• Work instruction
Go through the entries below and print each one exactly, leaving out pictures.

• Data for the task
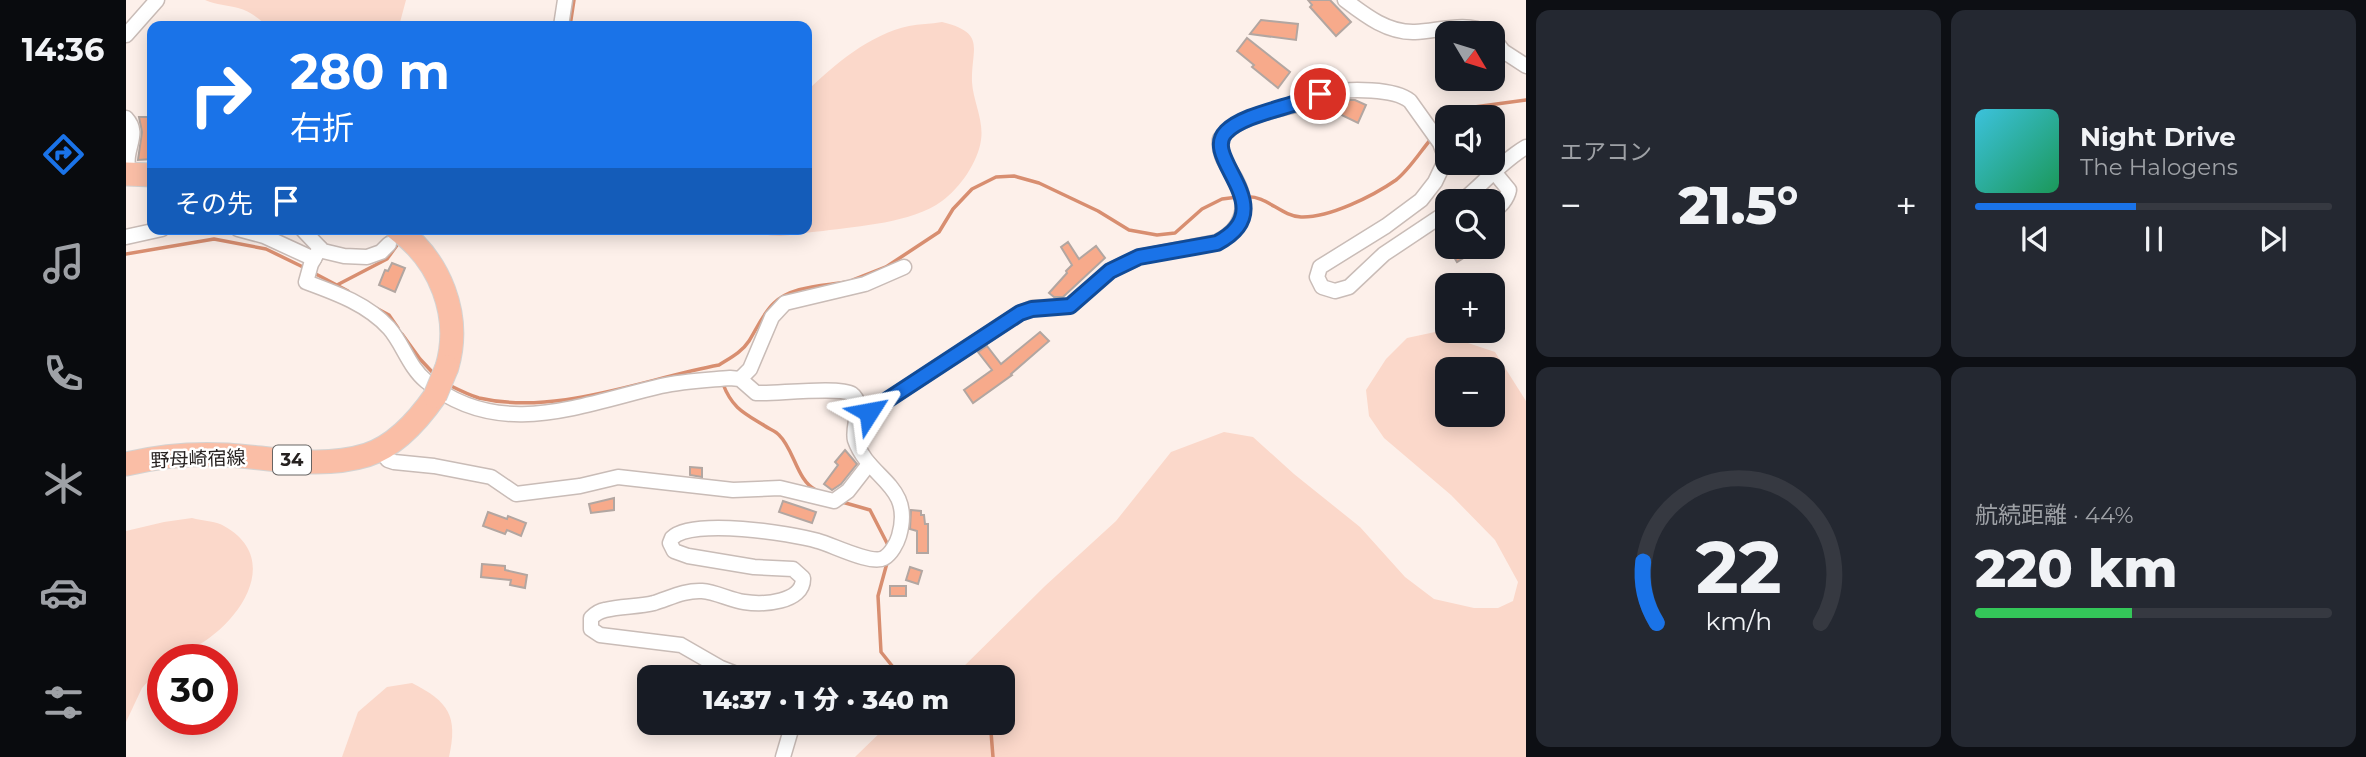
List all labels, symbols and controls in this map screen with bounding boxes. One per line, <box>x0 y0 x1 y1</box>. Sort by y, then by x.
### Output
north arrow <box>1435 21 1505 91</box>
map controls <box>1435 21 1505 427</box>
text: 14:36 <box>22 30 104 69</box>
text: 280 m <box>290 42 450 101</box>
icon: right <box>175 49 266 140</box>
pin <box>1290 64 1350 124</box>
icon: arrive <box>1301 75 1339 113</box>
button: sound <box>1435 105 1505 175</box>
text: 右折 <box>290 108 354 147</box>
text: Night Drive <box>2080 121 2236 153</box>
icon: directions <box>39 130 88 179</box>
text: エアコン <box>1560 138 1652 166</box>
text: The Halogens <box>2080 153 2238 181</box>
text: 21.5° <box>1679 174 1799 237</box>
icon: arrive <box>267 182 305 220</box>
text: − <box>1560 182 1582 229</box>
text: + <box>1895 182 1917 229</box>
text: その先 <box>175 188 253 220</box>
button: search <box>1435 189 1505 259</box>
icon: previous <box>2016 220 2054 258</box>
icon: pause <box>2135 220 2173 258</box>
icon: next <box>2254 220 2292 258</box>
icon: music <box>39 239 88 288</box>
button: + <box>1435 273 1505 343</box>
icon: phone <box>39 349 88 398</box>
button: − <box>1435 357 1505 427</box>
position arrow <box>832 375 906 449</box>
street label: 野母崎宿線 <box>150 446 246 472</box>
road number: 34 <box>273 446 311 474</box>
icon: climate <box>39 459 88 508</box>
text: 航続距離 · 44% <box>1975 501 2134 529</box>
text: 22 <box>1696 523 1781 611</box>
text: 220 km <box>1975 537 2178 600</box>
icon: car <box>39 568 88 617</box>
text: km/h <box>1705 606 1772 636</box>
speed limit sign: 30 <box>147 644 238 735</box>
icon: filters <box>39 678 88 727</box>
text: 14:37 · 1 分 · 340 m <box>703 684 949 716</box>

• Response to this task
List all labels, symbols and controls in this map screen with bounding boxes. One per line, <box>x0 y0 x1 y1</box>. Sort by y, then by x.
### Output
north arrow <box>1435 21 1505 91</box>
map controls <box>1435 21 1505 427</box>
text: 14:36 <box>22 30 104 69</box>
text: 280 m <box>290 42 450 101</box>
icon: right <box>175 49 266 140</box>
pin <box>1290 64 1350 124</box>
icon: arrive <box>1301 75 1339 113</box>
button: sound <box>1435 105 1505 175</box>
text: 右折 <box>290 108 354 147</box>
text: Night Drive <box>2080 121 2236 153</box>
icon: directions <box>39 130 88 179</box>
text: エアコン <box>1560 138 1652 166</box>
text: The Halogens <box>2080 153 2238 181</box>
text: 21.5° <box>1679 174 1799 237</box>
icon: arrive <box>267 182 305 220</box>
text: − <box>1560 182 1582 229</box>
text: + <box>1895 182 1917 229</box>
text: その先 <box>175 188 253 220</box>
button: search <box>1435 189 1505 259</box>
icon: previous <box>2016 220 2054 258</box>
icon: pause <box>2135 220 2173 258</box>
icon: next <box>2254 220 2292 258</box>
icon: music <box>39 239 88 288</box>
button: + <box>1435 273 1505 343</box>
icon: phone <box>39 349 88 398</box>
button: − <box>1435 357 1505 427</box>
position arrow <box>832 375 906 449</box>
street label: 野母崎宿線 <box>150 446 246 472</box>
road number: 34 <box>273 446 311 474</box>
icon: climate <box>39 459 88 508</box>
text: 航続距離 · 44% <box>1975 501 2134 529</box>
text: 22 <box>1696 523 1781 611</box>
text: 220 km <box>1975 537 2178 600</box>
icon: car <box>39 568 88 617</box>
text: km/h <box>1705 606 1772 636</box>
speed limit sign: 30 <box>147 644 238 735</box>
icon: filters <box>39 678 88 727</box>
text: 14:37 · 1 分 · 340 m <box>703 684 949 716</box>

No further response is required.